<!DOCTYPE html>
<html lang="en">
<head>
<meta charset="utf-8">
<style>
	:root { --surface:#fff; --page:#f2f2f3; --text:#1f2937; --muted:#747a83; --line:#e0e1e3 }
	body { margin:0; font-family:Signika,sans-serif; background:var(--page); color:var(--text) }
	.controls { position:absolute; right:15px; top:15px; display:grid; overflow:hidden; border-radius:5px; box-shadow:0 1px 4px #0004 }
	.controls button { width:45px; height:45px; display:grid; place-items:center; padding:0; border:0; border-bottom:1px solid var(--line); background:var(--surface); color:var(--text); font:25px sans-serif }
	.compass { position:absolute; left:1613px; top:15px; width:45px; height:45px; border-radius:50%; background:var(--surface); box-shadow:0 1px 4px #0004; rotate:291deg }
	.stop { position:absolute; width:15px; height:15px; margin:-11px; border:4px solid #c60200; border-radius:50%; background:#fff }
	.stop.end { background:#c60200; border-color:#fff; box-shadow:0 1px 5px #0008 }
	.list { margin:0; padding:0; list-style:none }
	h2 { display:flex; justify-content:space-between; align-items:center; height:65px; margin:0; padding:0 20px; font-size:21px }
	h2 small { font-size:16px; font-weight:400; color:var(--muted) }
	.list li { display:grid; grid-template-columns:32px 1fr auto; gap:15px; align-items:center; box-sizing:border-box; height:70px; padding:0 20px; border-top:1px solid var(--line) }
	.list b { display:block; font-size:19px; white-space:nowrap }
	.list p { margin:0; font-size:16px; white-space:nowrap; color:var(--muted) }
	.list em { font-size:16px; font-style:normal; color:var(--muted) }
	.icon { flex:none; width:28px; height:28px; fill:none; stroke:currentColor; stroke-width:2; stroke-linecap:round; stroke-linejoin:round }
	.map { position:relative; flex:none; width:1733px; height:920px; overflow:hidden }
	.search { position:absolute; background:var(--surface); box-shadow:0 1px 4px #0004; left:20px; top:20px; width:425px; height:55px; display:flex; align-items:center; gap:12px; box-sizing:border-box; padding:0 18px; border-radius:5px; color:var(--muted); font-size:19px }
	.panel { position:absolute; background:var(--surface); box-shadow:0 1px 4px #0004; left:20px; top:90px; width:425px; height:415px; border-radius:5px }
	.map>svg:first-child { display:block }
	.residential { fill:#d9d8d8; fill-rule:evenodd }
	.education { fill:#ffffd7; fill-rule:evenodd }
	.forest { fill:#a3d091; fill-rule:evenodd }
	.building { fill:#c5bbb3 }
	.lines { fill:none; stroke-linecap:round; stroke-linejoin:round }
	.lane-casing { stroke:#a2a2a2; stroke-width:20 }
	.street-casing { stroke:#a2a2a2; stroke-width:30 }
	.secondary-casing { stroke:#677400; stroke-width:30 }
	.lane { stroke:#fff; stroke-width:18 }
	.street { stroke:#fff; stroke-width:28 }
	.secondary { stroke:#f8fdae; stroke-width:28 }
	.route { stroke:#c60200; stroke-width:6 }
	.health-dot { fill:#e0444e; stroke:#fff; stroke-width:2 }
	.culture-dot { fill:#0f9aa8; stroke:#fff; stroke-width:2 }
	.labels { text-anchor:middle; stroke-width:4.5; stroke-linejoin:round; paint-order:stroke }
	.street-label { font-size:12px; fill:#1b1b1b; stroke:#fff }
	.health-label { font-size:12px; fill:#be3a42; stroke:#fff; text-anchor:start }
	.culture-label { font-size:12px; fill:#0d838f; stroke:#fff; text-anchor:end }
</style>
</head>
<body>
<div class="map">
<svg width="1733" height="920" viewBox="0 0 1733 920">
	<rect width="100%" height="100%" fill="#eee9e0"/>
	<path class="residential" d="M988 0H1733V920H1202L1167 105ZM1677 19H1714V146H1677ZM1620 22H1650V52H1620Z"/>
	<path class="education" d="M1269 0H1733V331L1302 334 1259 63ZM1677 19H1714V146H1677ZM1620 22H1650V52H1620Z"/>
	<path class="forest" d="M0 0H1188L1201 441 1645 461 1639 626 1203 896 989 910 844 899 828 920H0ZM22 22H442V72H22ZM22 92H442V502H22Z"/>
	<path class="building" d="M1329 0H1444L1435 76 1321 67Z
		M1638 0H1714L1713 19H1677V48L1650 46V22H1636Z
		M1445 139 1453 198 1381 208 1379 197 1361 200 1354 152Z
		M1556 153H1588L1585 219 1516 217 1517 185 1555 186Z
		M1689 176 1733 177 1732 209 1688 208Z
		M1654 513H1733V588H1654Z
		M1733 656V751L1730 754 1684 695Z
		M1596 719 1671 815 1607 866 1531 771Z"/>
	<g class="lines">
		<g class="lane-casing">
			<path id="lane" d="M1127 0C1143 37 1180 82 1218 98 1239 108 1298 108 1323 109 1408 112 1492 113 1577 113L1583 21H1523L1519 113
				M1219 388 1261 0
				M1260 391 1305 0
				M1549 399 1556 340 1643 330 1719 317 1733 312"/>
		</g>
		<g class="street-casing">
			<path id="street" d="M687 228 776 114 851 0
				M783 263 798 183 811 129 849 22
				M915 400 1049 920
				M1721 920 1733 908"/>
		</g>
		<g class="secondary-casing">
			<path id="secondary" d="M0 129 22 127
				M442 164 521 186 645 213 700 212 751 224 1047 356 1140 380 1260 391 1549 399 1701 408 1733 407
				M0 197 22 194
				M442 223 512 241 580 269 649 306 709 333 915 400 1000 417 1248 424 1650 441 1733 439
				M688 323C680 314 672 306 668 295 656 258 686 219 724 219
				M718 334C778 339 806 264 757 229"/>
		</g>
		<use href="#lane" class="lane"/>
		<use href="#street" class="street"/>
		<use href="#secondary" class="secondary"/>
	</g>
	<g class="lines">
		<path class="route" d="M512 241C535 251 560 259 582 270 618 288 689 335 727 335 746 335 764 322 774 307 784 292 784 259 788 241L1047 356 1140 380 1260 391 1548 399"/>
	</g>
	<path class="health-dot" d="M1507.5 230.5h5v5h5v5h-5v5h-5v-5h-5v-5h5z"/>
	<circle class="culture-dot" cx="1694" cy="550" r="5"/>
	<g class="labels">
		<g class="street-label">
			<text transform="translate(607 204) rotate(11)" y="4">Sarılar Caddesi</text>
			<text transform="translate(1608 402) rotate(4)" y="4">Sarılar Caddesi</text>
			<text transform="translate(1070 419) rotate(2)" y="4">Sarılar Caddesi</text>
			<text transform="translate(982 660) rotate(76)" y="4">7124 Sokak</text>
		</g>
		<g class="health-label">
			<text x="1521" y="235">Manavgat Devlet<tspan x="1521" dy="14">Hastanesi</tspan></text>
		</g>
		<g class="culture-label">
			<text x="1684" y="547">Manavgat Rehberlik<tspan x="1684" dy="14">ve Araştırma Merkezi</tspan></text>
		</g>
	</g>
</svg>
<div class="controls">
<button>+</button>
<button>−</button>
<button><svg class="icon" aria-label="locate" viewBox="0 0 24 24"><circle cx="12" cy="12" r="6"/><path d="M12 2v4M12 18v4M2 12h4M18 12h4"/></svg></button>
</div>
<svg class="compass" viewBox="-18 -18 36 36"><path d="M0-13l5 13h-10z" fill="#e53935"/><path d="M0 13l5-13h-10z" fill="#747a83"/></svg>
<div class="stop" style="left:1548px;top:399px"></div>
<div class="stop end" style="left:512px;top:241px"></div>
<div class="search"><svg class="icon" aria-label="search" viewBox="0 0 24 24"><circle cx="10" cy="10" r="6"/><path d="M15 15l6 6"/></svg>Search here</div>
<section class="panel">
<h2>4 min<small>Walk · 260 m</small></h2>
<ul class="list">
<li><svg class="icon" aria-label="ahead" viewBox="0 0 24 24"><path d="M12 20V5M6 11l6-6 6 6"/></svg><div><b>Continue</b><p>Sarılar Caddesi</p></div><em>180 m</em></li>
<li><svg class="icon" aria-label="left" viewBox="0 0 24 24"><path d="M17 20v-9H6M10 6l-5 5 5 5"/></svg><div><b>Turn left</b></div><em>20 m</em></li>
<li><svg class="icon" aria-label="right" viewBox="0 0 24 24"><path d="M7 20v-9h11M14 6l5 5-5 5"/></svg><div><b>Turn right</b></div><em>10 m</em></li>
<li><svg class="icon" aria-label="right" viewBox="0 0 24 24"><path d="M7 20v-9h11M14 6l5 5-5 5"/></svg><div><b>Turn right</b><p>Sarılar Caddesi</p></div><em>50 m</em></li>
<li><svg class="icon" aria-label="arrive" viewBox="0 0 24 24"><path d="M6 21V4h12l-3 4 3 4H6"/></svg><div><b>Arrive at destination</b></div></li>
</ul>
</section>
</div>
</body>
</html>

TASK TO CARRY OUT: Repeat, word for word, the lines above between the line holding "M442 164 521" and the line holding "<button>+</button>", inclusive; omit everything else.

EXPECTED ANSWER:
				M442 164 521 186 645 213 700 212 751 224 1047 356 1140 380 1260 391 1549 399 1701 408 1733 407
				M0 197 22 194
				M442 223 512 241 580 269 649 306 709 333 915 400 1000 417 1248 424 1650 441 1733 439
				M688 323C680 314 672 306 668 295 656 258 686 219 724 219
				M718 334C778 339 806 264 757 229"/>
		</g>
		<use href="#lane" class="lane"/>
		<use href="#street" class="street"/>
		<use href="#secondary" class="secondary"/>
	</g>
	<g class="lines">
		<path class="route" d="M512 241C535 251 560 259 582 270 618 288 689 335 727 335 746 335 764 322 774 307 784 292 784 259 788 241L1047 356 1140 380 1260 391 1548 399"/>
	</g>
	<path class="health-dot" d="M1507.5 230.5h5v5h5v5h-5v5h-5v-5h-5v-5h5z"/>
	<circle class="culture-dot" cx="1694" cy="550" r="5"/>
	<g class="labels">
		<g class="street-label">
			<text transform="translate(607 204) rotate(11)" y="4">Sarılar Caddesi</text>
			<text transform="translate(1608 402) rotate(4)" y="4">Sarılar Caddesi</text>
			<text transform="translate(1070 419) rotate(2)" y="4">Sarılar Caddesi</text>
			<text transform="translate(982 660) rotate(76)" y="4">7124 Sokak</text>
		</g>
		<g class="health-label">
			<text x="1521" y="235">Manavgat Devlet<tspan x="1521" dy="14">Hastanesi</tspan></text>
		</g>
		<g class="culture-label">
			<text x="1684" y="547">Manavgat Rehberlik<tspan x="1684" dy="14">ve Araştırma Merkezi</tspan></text>
		</g>
	</g>
</svg>
<div class="controls">
<button>+</button>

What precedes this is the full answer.